- _Your assignment_
Could you work out how many lines of the material below hold "image"? Only the number is needed.

- _Data for this exercise_
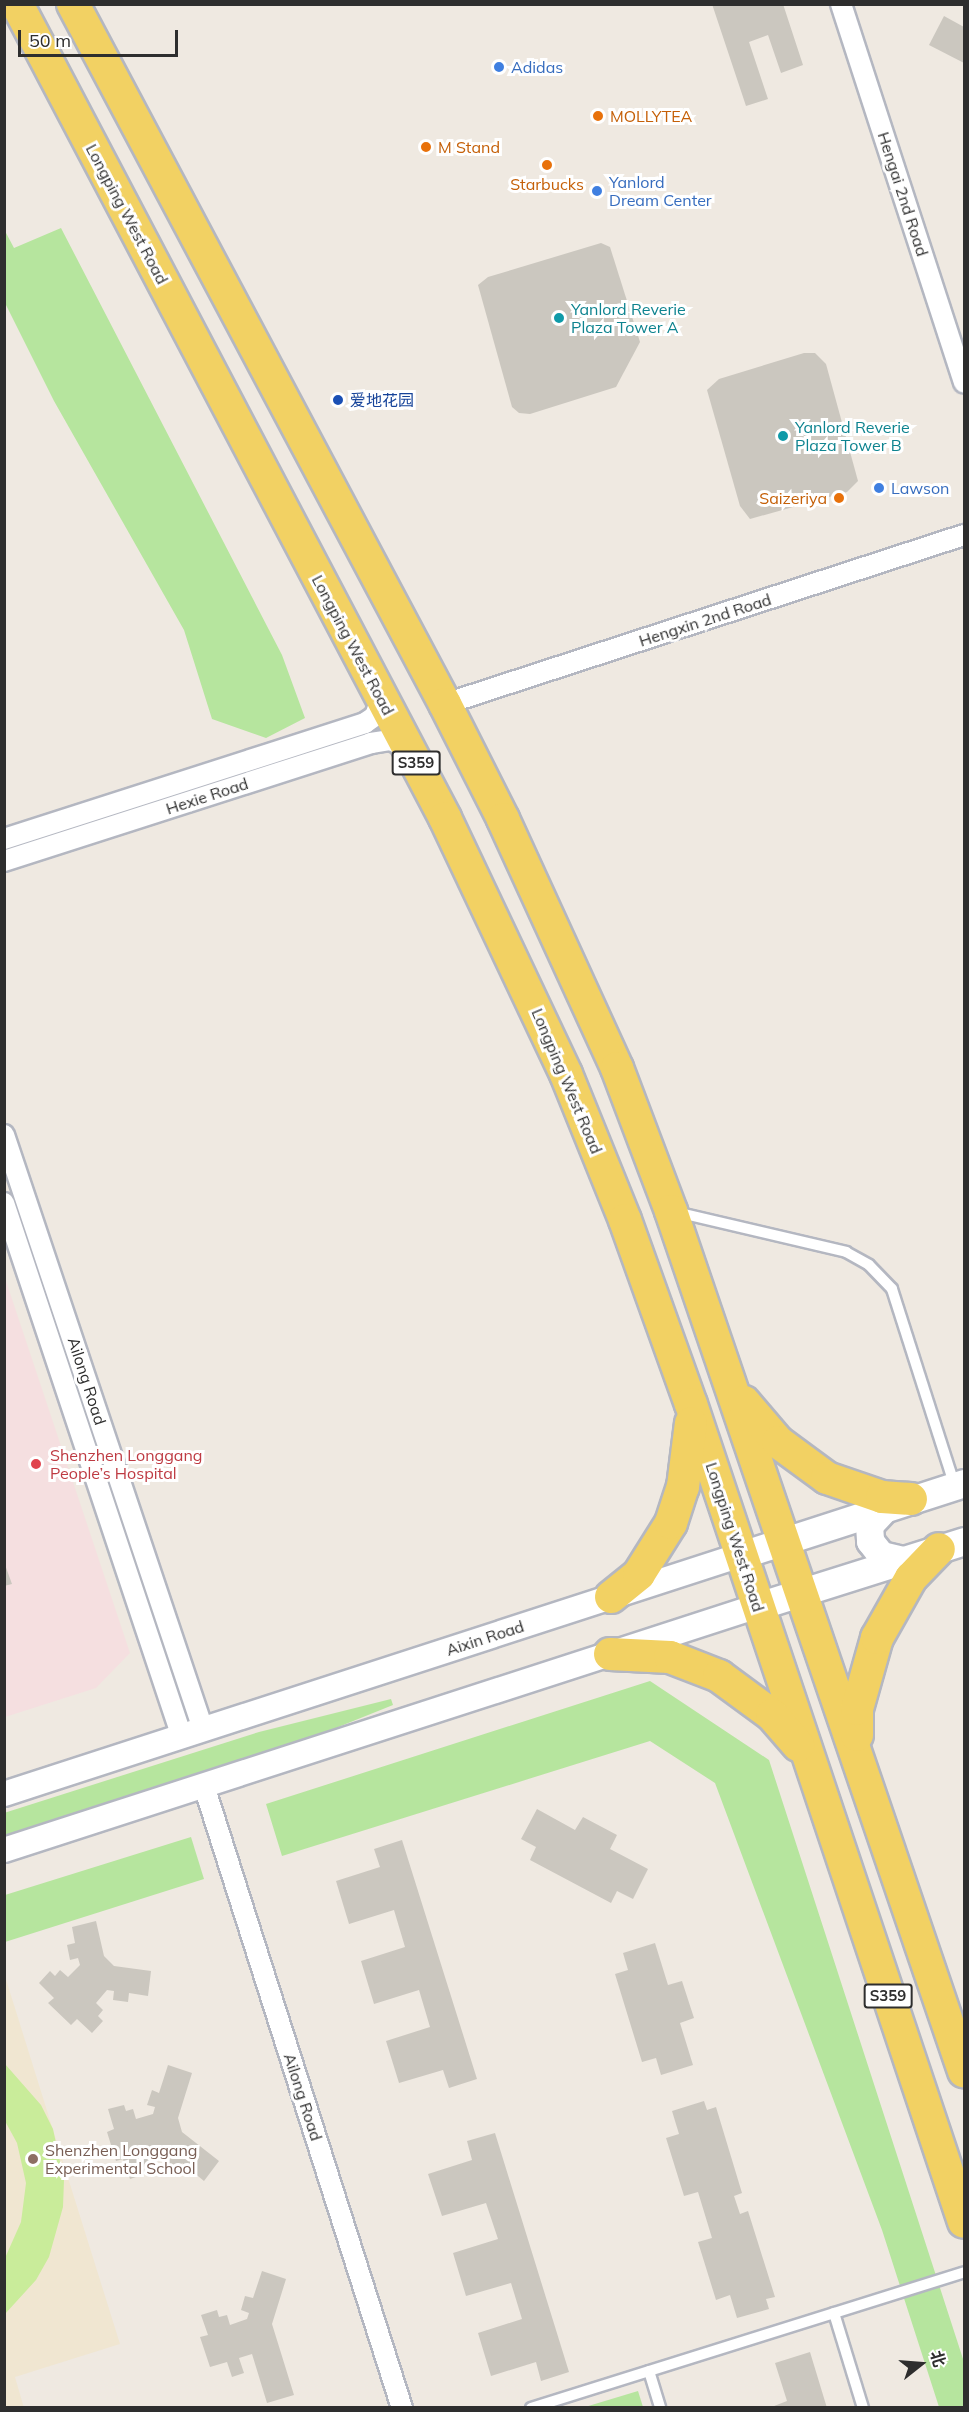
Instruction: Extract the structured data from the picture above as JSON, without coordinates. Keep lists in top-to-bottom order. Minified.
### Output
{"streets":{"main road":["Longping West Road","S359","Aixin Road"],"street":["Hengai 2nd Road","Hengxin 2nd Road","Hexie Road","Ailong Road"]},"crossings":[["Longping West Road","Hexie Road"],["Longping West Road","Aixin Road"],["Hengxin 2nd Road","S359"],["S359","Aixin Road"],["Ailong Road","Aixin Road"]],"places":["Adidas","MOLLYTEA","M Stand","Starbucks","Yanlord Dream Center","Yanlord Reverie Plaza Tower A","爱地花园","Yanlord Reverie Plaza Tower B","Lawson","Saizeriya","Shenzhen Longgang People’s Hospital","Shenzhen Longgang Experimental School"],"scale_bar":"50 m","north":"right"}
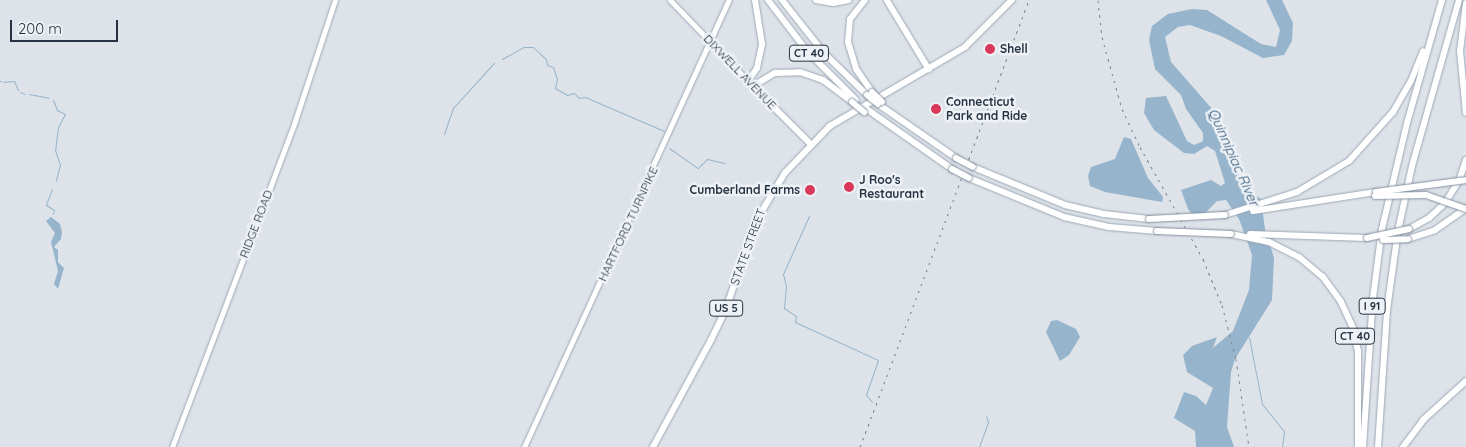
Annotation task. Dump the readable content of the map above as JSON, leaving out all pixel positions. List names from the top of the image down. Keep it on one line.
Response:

---

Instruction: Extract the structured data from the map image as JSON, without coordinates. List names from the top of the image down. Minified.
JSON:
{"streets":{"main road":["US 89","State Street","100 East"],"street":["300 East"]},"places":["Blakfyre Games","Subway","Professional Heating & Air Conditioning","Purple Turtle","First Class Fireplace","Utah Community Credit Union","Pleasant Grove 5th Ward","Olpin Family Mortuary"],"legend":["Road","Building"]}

--

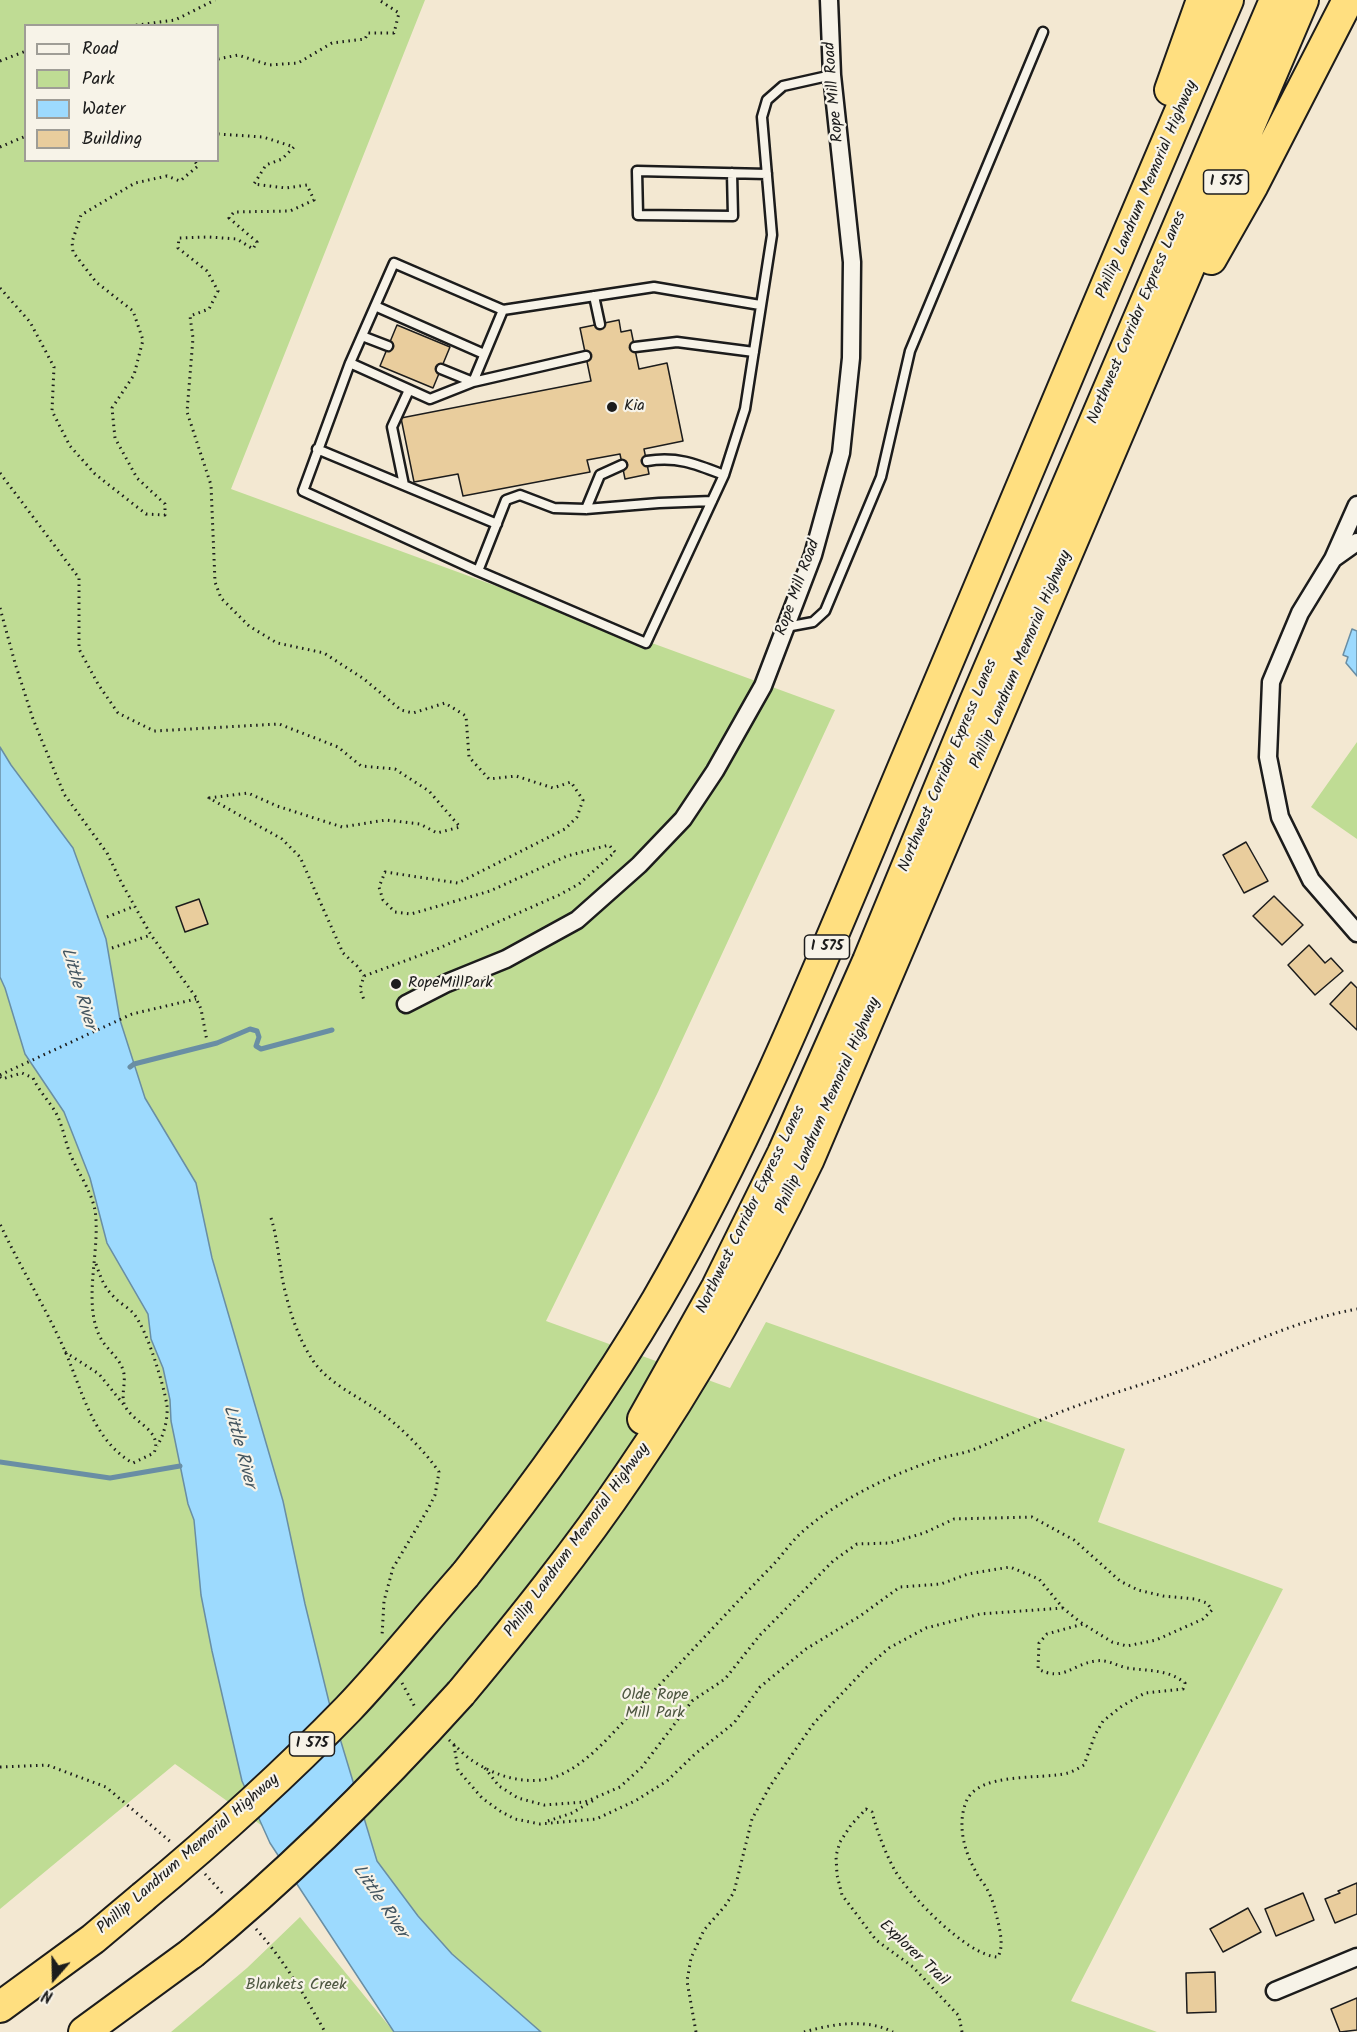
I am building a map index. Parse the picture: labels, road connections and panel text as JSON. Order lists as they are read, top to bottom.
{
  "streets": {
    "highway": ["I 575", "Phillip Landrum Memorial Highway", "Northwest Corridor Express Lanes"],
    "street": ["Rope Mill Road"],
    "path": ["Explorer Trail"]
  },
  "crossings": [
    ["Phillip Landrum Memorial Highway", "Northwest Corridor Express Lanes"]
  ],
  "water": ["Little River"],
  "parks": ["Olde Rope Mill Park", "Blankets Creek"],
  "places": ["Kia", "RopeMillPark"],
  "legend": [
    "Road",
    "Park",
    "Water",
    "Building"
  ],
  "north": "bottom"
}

- _Your solution_
2